The default configuration filename for Python logging module is conf/logging.cfg. Configurations (e.g., location of the log file) can be set via this file.

Configuration files with names other than the default ones can be passed into the program using --setting_filename settingConfFilename and --logging_filename settingConfFilename.

Usage

$ ./run_ls.sh [-h] --dims m n [--nrepetitions numRepetitions]
                 [--stack stackType] [--npartitions numPartitions]
                 [--setting_filename settingConfFilename]
                 [--logging_filename loggingConfFilename] [-c] [--hdfs | --s3]
                 [--low-precision | --high_precision]
                 [--projection | --sampling]
                 [-p {cw,gaussian,rademacher,srdht}] [-r projectionSize]
                 [-s samplingSize] [-q numIters] [-k numTrials] [-t]
                 [--save_logs] [--output_filename outputFilename] [--load_N]
                 [--save_N] [--debug]
                 dataset

Type ./run_ls.sh -h for help message.

Examples

Some toy datasets are placed in the folder data/ along with a file gen_nonunif_bad_mat.py for generating datasets.

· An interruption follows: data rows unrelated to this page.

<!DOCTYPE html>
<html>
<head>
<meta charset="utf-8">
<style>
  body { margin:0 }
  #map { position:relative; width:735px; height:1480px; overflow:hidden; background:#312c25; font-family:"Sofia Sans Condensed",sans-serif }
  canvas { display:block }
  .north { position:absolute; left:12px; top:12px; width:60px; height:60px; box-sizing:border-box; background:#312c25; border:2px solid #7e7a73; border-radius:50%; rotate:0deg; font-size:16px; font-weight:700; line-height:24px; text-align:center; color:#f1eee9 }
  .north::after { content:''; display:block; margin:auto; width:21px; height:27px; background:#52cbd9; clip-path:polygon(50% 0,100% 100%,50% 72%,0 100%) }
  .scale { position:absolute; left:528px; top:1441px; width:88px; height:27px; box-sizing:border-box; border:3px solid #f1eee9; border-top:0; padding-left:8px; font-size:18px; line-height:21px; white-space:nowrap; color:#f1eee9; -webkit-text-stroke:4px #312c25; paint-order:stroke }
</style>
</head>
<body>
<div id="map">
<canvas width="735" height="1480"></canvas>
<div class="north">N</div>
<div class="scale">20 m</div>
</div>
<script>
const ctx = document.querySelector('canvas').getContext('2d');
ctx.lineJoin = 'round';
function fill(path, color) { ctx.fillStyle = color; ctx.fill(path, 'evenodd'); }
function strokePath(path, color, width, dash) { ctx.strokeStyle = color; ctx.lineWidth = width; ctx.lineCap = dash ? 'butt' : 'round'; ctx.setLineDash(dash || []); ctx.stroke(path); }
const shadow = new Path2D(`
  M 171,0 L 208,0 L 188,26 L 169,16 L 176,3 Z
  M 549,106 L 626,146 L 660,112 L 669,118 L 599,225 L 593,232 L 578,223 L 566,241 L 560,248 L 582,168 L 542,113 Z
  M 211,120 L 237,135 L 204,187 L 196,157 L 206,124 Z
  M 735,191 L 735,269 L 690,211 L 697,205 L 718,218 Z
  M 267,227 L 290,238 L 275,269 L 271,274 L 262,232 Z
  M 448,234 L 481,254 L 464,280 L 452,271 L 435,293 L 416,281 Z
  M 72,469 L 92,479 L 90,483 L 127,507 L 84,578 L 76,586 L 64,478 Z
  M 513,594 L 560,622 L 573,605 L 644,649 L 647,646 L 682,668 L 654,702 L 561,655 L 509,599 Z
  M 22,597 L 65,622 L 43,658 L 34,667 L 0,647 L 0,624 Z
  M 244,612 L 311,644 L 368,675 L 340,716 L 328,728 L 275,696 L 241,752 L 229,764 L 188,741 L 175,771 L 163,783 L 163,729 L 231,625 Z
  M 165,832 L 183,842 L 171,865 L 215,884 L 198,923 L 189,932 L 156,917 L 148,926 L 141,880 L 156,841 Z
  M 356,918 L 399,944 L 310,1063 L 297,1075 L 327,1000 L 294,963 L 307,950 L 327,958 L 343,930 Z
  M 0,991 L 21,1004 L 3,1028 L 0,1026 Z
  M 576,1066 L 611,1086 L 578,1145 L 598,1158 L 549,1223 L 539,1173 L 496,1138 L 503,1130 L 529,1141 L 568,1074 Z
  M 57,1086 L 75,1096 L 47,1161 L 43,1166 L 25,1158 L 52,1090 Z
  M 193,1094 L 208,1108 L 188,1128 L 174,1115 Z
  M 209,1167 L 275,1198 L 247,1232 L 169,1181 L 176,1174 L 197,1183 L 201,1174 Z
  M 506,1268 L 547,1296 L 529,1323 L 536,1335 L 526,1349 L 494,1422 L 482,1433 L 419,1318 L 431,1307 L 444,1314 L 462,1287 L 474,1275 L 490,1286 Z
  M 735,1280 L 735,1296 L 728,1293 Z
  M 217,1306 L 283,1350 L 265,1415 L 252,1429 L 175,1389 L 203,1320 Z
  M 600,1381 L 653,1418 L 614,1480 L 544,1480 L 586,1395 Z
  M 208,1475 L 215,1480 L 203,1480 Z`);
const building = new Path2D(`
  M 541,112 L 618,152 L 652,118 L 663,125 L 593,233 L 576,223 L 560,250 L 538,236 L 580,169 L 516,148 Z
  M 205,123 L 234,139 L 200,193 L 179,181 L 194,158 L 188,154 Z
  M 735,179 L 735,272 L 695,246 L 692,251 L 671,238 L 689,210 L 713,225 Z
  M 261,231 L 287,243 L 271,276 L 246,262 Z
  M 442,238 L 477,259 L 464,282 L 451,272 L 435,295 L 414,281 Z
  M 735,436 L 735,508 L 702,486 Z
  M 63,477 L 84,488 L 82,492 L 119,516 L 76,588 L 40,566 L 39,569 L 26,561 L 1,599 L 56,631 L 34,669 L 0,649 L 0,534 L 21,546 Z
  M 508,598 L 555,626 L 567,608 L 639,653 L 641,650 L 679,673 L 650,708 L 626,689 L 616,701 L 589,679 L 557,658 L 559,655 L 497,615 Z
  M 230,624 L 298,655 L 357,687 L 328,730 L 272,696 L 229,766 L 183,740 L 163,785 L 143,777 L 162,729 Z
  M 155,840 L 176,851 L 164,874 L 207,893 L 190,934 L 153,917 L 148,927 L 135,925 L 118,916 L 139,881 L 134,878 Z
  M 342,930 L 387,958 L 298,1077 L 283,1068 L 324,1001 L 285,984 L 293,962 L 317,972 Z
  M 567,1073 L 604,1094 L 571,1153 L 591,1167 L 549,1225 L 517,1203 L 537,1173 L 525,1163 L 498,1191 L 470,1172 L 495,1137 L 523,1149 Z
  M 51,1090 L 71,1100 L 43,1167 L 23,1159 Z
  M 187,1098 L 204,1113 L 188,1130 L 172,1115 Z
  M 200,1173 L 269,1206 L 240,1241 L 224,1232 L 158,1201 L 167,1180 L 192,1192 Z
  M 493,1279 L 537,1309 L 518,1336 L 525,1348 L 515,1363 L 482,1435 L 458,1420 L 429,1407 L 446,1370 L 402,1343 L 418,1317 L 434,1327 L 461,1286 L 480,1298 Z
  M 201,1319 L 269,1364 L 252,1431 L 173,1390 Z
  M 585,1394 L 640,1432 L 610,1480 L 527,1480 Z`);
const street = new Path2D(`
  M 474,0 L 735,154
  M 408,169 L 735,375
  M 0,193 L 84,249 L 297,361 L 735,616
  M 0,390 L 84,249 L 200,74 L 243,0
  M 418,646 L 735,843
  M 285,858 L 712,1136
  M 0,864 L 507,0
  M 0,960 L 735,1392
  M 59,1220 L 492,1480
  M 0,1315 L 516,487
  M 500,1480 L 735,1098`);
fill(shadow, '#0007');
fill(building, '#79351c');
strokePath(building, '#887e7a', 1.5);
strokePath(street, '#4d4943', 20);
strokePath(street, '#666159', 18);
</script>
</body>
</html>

Below are a few examples showing how the program can be executed.

./run_ls.sh nonunif_bad_1000_10 --dims 1000 10 --low --proj -p cw -r 100 -k 3 -c
./run_ls.sh nonunif_bad_1000_50 --dims 1000 50 --low --proj -p gaussian -r 200 -k 3 -t --save_N
./run_ls.sh nonunif_bad_1000_50 --dims 1000 50 --low --samp -p gaussian -s 400 -r 200 -k 3 -t --load_N --save_N
./run_ls.sh nonunif_bad_1000_50 --dims 1000 50 --high --proj -p gaussian -r 200 -q 5 -k 3 -t --load_N --save_logs
./run_ls.sh nonunif_bad_1000_50 --dims 1000 50 --high --samp -p rademacher -s 200 -r 300 -q 3 -k 3 -t --nrepetition 5 --save_logs
./run_ls.sh nonunif_bad_1000_10 --dims 1000 10 --high --proj -p srdht -r 200 --nrep 10 -q 3 -k 1 -t --load_N --save_logs --save_N --hdfs

Reference

Jiyan Yang, Xiangrui Meng, and Michael W. Mahoney, Implementing Randomized Matrix Algorithms in Parallel and Distributed Environments.

License

Licensed under the Apache License, Version 2.0 (the "License"); you may not use this file except in compliance with the License. You may obtain a copy of the License at http://www.apache.org/licenses/LICENSE-2.0

Unless required by applicable law or agreed to in writing, software distributed under the License is distributed on an "AS IS" BASIS, WITHOUT WARRANTIES OR CONDITIONS OF ANY KIND, either express or implied. See the License for the specific language governing permissions and limitations under the License.